Let it be: Luke 1:39-55
When I was a small boy in Ireland my parents would take us to our grandfather’s farm near Castlecomer in County Kilkenny. On the farm there was a hired man whose name was John Brennan.
John lived in a thatched cottage about half a mile away. In the evening after the cows were milked, he would sit on a large flat stone outside the stable door and smoke a stained clay pipe. Sometimes I would sit beside him and he would tell me stories.
One story John told me I never forgot. He told me to look up into the sky. Summer evenings in Ireland are very long. The moon had appeared, still ghostlike because the light of the sun was not fully gone. Here and there, the odd star could be seen.
“Do you know?” said John, puffing on his pipe, “Do you know that the stars and the sun and moon move around all the time?” I said I did. “Well,’’ said John, “do you know how the angel Gabriel came to Mary the mother of our Lord to tell her she would have a child?” I said I did. “Well then,” said John, looking skyward as he spoke, with my eyes following his gaze, “Do you know that when the angel asked Mary if she would bear the holy child, all the stars and the sun and the moon stopped moving until she gave Gabriel her reply? And when she said yes, they all began to move again. Did you know that?” said John triumphantly.
There were two messages from the angel. The first was that Mary herself would bear a child. The second was that her cousin to the south was already six months pregnant. This second piece of news seems to have led Mary to decide to take an extraordinary journey. That she should travel at all, considering how her own world had just been exploded by the angel’s news, is extraordinary. Her taking such a trip creates many questions. Did she share the news of her pregnancy with Joseph before leaving? Did she intend to stay away as long as she did? Luke tells us she stayed three months. We do not know if she traveled alone. More likely she looked for traveling company, perhaps a trade caravan. Perhaps the journey to see Elizabeth was merely an excuse to get away, at least for a while, and deal with the upheaval in her world. Perhaps she hoped to avoid the neighbors’ comments until she herself could get used to the news.
Her reception is everything she could have hoped for. Excited and exhausted, Mary arrives at the small town and finds the house of Zechariah.

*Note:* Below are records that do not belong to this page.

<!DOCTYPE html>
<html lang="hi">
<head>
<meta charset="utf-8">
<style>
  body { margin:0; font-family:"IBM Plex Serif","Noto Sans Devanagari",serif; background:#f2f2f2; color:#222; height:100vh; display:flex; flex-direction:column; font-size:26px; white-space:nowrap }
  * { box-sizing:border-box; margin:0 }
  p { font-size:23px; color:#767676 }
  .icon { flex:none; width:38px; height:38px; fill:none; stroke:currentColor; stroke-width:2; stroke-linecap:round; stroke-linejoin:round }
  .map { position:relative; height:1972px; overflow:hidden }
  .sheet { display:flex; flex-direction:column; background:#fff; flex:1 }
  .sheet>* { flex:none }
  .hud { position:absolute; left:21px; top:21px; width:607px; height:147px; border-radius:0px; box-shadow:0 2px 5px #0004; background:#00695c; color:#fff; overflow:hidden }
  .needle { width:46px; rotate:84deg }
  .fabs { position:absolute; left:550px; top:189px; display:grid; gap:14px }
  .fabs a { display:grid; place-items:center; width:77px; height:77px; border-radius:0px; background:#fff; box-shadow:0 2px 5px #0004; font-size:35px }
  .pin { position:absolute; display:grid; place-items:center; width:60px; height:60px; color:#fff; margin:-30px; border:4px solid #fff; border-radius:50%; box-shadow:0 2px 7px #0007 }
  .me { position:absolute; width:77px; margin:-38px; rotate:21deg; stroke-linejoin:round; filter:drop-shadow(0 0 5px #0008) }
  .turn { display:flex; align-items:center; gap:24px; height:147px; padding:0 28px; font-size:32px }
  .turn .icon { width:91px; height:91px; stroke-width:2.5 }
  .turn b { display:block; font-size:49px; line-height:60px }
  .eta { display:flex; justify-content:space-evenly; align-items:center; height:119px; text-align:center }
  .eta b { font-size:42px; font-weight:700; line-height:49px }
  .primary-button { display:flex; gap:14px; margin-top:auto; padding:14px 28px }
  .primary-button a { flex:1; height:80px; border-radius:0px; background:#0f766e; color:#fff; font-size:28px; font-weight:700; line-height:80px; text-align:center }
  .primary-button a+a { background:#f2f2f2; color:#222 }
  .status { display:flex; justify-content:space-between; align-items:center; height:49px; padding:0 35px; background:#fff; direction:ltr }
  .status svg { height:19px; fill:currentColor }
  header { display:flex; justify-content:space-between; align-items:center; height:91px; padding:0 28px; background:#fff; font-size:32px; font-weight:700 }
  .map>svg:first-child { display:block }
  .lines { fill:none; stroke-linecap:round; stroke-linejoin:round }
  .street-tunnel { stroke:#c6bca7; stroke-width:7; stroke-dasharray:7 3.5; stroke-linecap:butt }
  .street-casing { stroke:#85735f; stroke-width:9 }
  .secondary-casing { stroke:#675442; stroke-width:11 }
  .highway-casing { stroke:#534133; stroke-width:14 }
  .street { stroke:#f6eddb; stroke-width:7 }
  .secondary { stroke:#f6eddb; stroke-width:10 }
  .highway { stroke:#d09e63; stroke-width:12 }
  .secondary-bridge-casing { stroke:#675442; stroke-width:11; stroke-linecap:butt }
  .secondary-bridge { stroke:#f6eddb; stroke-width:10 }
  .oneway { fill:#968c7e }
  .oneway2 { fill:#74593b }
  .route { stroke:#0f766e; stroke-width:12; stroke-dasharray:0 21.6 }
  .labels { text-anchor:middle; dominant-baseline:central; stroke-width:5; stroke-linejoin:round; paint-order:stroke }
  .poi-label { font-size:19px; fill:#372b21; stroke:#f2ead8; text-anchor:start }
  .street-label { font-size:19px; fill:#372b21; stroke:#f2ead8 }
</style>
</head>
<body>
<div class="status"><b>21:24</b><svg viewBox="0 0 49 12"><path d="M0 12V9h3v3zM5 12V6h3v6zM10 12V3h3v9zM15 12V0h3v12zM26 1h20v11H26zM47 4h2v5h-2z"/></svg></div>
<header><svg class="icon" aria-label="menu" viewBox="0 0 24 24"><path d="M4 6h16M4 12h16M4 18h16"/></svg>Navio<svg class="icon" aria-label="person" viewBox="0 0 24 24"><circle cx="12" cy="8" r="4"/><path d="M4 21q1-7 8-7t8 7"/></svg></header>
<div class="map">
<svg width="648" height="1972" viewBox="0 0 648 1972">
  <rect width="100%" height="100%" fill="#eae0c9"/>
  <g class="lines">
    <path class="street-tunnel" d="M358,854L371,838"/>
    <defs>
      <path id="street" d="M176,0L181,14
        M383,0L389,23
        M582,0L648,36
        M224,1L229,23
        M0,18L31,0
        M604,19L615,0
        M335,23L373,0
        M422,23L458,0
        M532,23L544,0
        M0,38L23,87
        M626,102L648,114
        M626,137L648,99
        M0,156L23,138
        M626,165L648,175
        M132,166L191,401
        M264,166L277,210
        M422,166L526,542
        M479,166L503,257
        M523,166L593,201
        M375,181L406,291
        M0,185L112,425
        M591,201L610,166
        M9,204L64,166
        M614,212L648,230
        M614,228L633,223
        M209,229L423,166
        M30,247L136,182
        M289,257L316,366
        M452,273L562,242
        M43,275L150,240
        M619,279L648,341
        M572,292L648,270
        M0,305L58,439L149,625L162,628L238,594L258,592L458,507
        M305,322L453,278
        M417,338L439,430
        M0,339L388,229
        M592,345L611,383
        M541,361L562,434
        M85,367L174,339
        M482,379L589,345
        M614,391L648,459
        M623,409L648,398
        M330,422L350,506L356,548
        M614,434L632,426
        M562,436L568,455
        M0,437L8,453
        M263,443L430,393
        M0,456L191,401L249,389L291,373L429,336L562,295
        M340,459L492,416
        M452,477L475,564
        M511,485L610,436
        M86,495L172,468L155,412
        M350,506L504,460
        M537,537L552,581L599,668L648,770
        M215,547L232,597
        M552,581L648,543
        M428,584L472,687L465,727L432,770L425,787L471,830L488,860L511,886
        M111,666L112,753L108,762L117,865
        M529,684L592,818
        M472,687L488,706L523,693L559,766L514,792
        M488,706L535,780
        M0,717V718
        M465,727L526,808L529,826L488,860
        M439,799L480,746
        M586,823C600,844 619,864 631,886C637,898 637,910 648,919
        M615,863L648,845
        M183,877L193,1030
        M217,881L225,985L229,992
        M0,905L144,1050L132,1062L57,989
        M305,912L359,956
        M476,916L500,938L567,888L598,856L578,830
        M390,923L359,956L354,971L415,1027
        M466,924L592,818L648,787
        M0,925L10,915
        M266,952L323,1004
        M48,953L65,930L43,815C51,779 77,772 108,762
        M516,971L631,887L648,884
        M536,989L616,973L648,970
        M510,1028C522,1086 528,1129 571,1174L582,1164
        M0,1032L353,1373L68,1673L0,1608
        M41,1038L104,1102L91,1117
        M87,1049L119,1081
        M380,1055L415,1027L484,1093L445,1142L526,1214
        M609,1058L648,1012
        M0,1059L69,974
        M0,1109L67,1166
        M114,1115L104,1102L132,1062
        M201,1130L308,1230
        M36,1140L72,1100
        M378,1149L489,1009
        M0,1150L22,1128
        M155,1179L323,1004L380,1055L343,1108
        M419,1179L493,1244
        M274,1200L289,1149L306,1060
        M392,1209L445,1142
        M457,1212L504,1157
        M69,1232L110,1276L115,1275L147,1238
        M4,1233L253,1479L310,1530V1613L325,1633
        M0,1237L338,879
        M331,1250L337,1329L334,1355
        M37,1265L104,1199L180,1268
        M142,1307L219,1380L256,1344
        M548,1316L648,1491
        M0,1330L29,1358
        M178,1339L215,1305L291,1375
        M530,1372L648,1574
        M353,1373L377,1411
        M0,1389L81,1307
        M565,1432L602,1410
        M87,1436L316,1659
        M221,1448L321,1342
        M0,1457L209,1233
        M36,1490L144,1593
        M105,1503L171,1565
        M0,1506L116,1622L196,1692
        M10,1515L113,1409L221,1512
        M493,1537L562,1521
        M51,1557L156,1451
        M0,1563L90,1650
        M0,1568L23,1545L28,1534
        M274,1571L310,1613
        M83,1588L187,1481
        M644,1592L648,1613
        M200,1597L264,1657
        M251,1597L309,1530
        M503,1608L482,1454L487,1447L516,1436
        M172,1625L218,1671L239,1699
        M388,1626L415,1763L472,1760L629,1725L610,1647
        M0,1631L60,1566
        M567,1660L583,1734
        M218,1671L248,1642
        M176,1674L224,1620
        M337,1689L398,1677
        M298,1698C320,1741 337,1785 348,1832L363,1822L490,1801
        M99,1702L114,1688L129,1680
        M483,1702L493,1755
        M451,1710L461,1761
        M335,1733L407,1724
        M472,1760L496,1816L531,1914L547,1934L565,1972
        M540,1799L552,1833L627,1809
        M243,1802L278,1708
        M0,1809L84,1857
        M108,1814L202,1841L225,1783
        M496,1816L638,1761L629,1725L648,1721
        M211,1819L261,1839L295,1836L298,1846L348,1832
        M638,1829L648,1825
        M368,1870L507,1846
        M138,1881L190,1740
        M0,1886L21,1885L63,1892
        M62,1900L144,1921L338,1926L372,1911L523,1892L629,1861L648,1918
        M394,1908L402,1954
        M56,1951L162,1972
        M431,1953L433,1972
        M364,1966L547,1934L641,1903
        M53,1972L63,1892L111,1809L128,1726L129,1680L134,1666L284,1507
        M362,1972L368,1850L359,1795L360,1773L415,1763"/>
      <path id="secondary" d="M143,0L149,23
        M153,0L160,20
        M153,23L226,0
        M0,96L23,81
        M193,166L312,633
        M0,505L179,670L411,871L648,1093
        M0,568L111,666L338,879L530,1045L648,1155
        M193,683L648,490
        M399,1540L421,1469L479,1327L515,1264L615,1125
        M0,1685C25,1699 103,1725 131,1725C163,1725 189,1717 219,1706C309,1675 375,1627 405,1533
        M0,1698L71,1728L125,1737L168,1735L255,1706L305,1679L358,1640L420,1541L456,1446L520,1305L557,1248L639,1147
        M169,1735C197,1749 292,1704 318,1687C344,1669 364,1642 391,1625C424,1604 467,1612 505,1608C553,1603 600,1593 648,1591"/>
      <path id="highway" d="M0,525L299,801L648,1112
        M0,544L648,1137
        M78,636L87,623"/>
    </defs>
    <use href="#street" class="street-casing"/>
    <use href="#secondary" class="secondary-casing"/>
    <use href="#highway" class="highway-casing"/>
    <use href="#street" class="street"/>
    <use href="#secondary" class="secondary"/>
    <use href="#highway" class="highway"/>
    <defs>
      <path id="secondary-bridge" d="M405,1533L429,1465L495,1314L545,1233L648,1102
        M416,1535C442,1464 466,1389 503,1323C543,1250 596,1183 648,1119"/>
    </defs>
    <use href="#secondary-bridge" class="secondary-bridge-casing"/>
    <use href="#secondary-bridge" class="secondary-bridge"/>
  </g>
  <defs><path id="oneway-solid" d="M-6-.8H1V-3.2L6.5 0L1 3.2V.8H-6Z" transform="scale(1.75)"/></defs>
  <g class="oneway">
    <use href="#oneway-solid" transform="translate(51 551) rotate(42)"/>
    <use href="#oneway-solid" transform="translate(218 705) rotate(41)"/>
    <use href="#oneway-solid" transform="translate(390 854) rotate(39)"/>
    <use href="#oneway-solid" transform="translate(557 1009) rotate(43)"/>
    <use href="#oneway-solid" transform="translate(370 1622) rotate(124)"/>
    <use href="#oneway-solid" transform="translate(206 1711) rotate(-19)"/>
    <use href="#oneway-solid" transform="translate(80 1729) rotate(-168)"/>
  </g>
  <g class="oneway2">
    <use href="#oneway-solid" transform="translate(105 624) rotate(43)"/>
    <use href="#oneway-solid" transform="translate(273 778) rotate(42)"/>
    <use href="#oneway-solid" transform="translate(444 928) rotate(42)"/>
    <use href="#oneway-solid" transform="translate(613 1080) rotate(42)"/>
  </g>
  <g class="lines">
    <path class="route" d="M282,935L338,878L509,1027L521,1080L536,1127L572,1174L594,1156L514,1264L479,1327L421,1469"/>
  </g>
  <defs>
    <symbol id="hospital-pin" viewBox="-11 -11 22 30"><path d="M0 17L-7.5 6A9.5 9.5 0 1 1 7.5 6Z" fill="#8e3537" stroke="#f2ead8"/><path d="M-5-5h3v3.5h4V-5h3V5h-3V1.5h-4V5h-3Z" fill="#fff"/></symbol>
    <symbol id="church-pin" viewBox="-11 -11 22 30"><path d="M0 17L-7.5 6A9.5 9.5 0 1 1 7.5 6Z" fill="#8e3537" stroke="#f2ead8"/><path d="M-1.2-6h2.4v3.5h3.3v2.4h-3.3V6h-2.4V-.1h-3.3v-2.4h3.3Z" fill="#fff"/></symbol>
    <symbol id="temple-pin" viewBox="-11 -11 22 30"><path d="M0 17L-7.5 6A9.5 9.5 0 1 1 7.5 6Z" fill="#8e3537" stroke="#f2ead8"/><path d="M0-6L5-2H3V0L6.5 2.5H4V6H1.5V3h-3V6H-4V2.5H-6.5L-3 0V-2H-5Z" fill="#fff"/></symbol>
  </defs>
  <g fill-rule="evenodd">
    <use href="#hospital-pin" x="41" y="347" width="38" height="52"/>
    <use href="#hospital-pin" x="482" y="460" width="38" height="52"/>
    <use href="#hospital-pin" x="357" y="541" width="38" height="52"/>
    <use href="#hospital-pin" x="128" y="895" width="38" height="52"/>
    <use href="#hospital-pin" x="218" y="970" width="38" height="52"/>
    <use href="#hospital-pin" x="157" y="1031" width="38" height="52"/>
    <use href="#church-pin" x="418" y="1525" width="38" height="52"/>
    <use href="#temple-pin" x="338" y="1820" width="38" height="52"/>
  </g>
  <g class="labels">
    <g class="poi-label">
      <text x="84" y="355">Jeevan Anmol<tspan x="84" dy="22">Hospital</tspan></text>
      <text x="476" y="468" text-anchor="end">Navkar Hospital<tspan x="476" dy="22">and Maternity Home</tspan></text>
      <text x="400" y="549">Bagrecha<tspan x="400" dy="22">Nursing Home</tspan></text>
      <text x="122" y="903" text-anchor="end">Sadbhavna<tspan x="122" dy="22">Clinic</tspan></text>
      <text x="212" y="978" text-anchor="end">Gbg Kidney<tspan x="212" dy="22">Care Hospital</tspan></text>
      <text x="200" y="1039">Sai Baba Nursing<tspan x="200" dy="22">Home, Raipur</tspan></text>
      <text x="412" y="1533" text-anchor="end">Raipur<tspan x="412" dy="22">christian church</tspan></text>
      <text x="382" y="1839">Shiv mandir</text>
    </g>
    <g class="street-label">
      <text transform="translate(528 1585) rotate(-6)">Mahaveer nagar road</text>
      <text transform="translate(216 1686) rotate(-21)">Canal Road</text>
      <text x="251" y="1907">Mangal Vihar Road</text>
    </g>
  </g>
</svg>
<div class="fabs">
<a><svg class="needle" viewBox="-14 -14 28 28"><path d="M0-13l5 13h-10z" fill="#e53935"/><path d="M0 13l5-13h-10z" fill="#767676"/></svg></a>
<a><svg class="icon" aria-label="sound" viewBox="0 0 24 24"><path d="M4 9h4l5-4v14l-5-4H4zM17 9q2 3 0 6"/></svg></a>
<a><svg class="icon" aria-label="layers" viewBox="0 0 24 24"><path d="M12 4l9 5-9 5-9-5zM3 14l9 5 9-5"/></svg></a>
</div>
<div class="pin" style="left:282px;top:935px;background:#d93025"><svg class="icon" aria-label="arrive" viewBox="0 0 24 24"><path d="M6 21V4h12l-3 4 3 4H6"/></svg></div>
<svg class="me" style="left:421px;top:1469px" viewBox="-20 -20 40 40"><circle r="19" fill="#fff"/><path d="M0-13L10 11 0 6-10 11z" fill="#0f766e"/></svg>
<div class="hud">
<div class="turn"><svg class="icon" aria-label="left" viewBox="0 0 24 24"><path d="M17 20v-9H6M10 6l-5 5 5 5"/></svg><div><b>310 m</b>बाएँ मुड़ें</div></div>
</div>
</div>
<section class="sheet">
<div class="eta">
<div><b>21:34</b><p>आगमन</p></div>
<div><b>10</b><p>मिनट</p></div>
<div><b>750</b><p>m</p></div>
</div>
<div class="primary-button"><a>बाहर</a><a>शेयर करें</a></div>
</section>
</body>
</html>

Luke tells us she entered the house, but we long for details, as with any story that fascinates us. Maybe Elizabeth was resting. After all, she was six months on in a pregnancy that had come late in life. The wisdom of that time, as of now, would be to rest as much as possible. In spite of the promises Zechariah says he has received, he and Elizabeth must have worried that this precious burden could still be lost.
Perhaps this is why Elizabeth is overjoyed when, at Mary’s unexpected arrival, the child moves strongly within her body and reassures her that all is well. Perhaps too there is the joy of an older woman in the newfound ability to identify with someone much younger in mutual pregnancy. No wonder Luke allows us to hear Elizabeth’s excited voice. The word “blessed” bursts from her lips again and again. She tells Mary how the very sound of her voice brings everything around them to life. She asks the excited and delighted question, “Why has this happened to me?” Even after six months of pregnancy she cannot believe it.
Catching Elizabeth’s excitement, Mary begins to sing. Elizabeth’s joy has moved Mary beyond the quiet—probably dazed—acceptance of her reply to the angel, “Here am I, the servant of the Lord. Let it be . . .” Quiet acceptance has turned into ecstatic song. If we had been present in the small house, we might even have seen Mary dance, for since her inner universe is alive, the outer universe has come alive for her. Because God has done this within her, God has done much more around her in the world. Often when we experience great joy we project that joy to others, letting it spill over the world around us until the music within us becomes a universal symphony. Many of us have sung our own Magnificat without realizing that what we sing echoes Mary’s song.
Most of us who read this will soon take our journey to a house where the promises of God come true and new life comes into the world, for so we can describe the church of which we are a member. We will set out within a few days to encounter Mary and her child. We will go as Elizabeth would have gone if she had paid a return visit when the child was born in Bethlehem, and brought her son John in her arms.
Within our own souls the child of faith has been born, and we go to sing the joy that comes from possessing Christian faith in a world of turmoil and transition. We know that we do not deserve the gift of Christian faith. Like Elizabeth, we could ask in joyful disbelief, “Why has this happened to me?” But since we have indeed been given this priceless gift of faith, we can with the shepherds join with others around us in Gloria in Excelsis and, with Mary, sing out most joyfully.